EXERCISE DETAILS:
Among the entries, find each line that includes the string "white" and list it.

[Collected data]
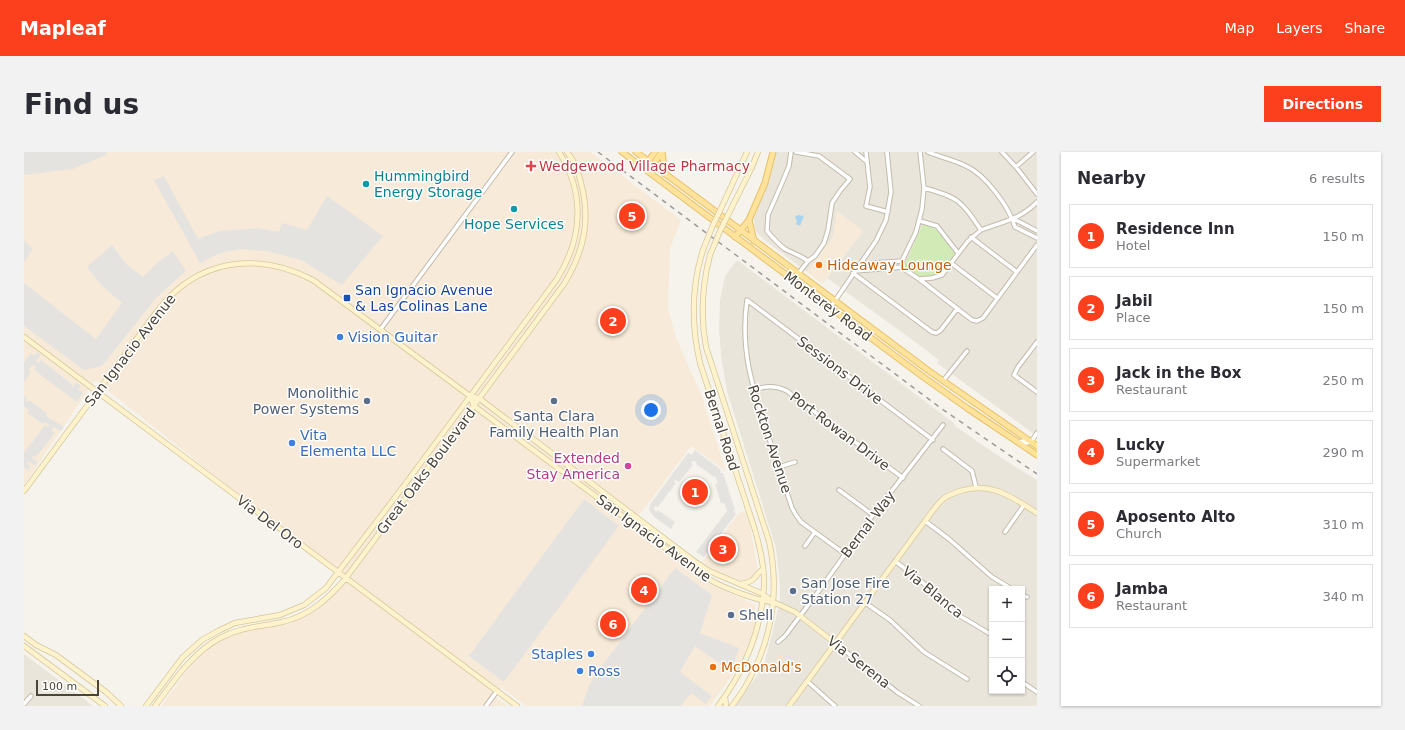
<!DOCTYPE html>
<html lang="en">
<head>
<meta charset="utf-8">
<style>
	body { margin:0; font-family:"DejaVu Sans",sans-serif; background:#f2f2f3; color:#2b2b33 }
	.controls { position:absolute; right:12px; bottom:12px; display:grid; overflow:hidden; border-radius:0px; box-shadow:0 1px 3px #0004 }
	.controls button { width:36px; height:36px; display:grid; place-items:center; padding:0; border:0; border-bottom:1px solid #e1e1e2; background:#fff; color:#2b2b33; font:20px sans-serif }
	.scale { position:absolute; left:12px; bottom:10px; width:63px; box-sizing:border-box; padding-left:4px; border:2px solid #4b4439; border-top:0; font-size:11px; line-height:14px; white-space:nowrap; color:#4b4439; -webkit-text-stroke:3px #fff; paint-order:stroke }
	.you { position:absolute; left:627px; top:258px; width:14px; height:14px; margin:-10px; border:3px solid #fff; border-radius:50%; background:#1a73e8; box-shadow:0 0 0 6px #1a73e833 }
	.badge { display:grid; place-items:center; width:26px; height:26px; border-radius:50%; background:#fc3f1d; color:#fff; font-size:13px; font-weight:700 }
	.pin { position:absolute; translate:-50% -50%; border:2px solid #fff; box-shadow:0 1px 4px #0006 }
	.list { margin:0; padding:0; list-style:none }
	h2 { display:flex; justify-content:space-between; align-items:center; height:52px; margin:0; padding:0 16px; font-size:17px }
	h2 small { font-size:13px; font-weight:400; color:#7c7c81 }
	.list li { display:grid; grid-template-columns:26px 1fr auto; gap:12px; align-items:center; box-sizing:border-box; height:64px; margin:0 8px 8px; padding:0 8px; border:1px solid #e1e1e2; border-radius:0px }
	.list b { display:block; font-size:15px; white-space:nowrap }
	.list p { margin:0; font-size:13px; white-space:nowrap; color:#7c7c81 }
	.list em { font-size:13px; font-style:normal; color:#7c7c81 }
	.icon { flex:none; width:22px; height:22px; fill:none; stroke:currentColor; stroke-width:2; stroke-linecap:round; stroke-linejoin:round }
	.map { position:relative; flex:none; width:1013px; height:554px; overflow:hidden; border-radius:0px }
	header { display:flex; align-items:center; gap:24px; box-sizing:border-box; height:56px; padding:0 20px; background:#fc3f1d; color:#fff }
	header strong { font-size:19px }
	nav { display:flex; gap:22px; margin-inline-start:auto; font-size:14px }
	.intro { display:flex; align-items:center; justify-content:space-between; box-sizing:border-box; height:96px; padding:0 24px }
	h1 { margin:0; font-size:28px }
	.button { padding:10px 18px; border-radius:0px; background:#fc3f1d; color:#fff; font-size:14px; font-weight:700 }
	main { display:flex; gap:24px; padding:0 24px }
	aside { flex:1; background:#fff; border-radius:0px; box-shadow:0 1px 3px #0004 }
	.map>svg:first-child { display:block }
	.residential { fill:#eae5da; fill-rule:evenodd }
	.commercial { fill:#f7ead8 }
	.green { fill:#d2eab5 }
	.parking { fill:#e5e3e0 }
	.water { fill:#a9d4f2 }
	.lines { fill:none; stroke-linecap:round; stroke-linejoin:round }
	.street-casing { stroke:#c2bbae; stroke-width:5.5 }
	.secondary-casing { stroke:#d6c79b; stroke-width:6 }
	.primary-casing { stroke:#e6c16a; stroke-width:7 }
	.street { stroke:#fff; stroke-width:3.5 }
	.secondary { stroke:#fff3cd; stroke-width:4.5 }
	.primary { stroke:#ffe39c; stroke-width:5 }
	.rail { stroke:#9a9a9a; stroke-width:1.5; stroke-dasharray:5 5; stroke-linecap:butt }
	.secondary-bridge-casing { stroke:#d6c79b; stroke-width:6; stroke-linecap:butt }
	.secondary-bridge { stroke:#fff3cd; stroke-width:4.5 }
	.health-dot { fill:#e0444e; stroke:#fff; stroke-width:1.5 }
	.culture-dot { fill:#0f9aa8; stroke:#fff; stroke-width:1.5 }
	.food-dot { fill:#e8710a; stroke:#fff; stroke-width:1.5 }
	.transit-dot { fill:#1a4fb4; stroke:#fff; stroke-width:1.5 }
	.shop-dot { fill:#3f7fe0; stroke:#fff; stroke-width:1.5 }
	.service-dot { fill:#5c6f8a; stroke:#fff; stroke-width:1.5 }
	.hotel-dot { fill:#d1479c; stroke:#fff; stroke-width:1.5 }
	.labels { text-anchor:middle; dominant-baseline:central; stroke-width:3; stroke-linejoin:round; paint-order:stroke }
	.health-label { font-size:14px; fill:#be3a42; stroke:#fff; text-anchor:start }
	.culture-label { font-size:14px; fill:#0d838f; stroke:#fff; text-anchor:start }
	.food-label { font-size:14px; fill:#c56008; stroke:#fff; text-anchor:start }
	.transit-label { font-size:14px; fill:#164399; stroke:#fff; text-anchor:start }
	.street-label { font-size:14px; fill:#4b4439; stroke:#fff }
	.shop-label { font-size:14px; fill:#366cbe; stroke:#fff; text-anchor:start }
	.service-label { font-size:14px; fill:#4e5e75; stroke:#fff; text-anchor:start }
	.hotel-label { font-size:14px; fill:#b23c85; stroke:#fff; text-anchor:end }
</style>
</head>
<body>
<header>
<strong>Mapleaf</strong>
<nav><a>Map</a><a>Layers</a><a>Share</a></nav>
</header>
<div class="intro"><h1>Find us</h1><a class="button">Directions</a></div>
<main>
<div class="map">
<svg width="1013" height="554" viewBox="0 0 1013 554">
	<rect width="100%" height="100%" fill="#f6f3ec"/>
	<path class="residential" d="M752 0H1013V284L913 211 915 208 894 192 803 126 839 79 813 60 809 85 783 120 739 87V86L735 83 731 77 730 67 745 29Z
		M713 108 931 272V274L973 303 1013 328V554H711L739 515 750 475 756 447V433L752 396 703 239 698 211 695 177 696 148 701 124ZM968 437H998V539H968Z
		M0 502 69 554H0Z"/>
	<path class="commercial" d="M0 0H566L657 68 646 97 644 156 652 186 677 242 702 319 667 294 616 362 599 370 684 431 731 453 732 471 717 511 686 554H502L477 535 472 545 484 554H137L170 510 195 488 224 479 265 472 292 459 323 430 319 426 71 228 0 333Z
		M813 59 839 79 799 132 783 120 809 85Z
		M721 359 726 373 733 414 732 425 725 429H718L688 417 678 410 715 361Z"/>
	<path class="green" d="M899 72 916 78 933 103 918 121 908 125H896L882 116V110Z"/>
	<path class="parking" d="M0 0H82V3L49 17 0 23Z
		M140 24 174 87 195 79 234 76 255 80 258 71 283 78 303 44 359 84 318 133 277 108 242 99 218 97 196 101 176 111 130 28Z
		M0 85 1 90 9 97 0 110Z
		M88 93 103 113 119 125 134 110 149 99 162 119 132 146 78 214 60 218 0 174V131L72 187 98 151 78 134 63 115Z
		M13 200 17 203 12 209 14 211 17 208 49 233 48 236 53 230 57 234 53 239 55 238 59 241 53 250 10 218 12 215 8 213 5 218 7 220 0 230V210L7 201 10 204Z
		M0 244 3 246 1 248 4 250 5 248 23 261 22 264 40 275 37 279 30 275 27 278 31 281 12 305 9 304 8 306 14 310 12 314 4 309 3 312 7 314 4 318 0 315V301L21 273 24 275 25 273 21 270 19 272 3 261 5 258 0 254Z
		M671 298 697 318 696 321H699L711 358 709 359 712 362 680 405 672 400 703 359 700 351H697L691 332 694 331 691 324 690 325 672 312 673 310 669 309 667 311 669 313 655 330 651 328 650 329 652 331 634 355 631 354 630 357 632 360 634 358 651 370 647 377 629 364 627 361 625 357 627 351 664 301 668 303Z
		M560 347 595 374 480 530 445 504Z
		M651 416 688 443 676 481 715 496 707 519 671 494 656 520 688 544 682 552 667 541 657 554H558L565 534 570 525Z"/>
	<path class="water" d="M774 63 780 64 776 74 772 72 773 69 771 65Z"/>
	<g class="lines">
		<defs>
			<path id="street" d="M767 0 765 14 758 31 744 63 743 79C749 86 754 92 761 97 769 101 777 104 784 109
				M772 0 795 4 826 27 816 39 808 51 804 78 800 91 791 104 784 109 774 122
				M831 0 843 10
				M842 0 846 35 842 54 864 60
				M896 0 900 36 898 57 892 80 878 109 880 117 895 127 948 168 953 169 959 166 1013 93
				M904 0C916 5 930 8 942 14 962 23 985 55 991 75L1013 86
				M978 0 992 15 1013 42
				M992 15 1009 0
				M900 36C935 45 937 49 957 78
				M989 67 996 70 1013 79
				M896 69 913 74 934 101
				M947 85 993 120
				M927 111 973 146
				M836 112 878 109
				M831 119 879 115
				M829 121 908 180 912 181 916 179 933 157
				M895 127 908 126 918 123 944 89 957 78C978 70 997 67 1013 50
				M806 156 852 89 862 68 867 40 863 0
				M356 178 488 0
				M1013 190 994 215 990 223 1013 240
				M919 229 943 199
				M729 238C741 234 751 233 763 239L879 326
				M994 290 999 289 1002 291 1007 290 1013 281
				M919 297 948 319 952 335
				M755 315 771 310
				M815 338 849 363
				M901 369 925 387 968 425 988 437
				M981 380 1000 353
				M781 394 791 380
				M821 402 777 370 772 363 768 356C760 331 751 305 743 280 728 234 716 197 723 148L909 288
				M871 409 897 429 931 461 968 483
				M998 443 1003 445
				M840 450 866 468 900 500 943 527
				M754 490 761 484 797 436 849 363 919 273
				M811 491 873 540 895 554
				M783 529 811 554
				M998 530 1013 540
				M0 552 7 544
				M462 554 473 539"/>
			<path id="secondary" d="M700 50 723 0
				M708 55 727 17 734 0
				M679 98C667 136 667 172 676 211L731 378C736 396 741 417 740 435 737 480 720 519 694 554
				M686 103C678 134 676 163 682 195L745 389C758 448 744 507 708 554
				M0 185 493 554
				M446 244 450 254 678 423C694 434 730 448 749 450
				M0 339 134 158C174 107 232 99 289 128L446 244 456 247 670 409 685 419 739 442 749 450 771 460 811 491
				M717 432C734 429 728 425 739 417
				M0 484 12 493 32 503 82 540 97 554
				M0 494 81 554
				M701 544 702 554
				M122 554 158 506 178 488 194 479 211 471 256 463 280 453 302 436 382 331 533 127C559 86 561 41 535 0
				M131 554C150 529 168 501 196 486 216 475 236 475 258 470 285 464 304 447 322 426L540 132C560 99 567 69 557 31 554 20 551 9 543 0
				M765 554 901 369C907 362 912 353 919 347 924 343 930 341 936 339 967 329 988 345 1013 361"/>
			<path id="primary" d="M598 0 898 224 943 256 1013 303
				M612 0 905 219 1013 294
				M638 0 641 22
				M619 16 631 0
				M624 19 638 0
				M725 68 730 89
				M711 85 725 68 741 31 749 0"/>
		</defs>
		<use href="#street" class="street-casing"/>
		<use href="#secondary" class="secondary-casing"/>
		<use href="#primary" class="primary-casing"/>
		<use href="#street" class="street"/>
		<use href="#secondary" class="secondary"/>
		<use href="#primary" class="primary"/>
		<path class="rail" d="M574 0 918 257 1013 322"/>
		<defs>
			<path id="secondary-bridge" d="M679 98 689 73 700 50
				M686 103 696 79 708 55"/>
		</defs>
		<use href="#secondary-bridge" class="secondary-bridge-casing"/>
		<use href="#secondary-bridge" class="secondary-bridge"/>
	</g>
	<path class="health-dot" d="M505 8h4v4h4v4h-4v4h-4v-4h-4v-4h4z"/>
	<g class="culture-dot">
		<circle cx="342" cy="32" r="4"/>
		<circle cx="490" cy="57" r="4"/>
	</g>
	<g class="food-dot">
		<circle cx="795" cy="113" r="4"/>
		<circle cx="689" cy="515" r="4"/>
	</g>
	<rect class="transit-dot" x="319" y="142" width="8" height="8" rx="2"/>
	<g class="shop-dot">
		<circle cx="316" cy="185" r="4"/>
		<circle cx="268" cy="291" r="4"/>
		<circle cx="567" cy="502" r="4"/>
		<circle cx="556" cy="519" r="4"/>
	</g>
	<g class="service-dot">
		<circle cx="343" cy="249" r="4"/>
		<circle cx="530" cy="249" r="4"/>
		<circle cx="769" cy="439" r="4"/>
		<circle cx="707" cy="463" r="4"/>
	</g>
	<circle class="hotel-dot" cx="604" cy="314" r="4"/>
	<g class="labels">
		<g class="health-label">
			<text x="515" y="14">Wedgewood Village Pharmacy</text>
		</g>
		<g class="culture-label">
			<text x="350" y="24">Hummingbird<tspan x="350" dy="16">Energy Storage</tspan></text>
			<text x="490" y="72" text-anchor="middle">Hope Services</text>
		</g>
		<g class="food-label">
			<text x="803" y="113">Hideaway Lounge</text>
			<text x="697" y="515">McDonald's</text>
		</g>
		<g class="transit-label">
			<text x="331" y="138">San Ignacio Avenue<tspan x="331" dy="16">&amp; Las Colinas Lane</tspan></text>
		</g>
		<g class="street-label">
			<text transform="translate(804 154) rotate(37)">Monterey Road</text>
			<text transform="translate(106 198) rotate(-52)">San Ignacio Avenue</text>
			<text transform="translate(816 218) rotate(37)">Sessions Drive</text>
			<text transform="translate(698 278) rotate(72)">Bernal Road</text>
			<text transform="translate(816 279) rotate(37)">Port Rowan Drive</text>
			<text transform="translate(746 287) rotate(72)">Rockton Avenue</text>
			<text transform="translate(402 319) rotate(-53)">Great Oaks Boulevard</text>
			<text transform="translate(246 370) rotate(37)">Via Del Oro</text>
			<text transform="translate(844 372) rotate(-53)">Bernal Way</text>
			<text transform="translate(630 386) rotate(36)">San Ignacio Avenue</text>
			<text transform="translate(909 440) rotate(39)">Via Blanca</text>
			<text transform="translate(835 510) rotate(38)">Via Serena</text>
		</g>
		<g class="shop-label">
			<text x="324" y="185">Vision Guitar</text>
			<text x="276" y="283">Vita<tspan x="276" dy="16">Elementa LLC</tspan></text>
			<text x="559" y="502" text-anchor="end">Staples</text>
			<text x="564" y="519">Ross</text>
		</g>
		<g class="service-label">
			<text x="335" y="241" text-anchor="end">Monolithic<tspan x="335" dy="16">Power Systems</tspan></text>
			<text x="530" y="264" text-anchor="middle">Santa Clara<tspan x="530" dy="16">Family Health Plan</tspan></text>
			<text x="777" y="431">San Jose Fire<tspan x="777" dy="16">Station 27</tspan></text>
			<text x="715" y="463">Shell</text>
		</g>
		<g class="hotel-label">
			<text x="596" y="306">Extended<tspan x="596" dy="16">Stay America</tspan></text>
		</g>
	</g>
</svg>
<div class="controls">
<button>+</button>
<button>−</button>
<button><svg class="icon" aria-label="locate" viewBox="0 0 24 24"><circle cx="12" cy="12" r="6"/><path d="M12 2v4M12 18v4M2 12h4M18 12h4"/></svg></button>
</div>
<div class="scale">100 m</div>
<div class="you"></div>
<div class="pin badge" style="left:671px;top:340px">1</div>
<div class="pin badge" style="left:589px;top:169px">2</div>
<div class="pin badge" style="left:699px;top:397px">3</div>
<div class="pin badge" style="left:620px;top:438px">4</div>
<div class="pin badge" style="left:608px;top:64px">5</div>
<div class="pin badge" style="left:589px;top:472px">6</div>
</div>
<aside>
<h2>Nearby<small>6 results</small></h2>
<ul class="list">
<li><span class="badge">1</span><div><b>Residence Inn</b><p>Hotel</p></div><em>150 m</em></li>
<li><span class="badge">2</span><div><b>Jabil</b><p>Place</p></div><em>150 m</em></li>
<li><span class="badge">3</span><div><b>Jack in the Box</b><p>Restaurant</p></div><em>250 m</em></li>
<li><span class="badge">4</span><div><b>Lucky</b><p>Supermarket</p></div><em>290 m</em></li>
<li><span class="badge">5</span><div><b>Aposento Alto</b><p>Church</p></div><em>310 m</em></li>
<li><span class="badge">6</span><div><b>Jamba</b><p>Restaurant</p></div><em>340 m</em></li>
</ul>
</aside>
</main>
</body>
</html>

RESPONSE FOR THIS EXERCISE:
	.scale { position:absolute; left:12px; bottom:10px; width:63px; box-sizing:border-box; padding-left:4px; border:2px solid #4b4439; border-top:0; font-size:11px; line-height:14px; white-space:nowrap; color:#4b4439; -webkit-text-stroke:3px #fff; paint-order:stroke }
	.list b { display:block; font-size:15px; white-space:nowrap }
	.list p { margin:0; font-size:13px; white-space:nowrap; color:#7c7c81 }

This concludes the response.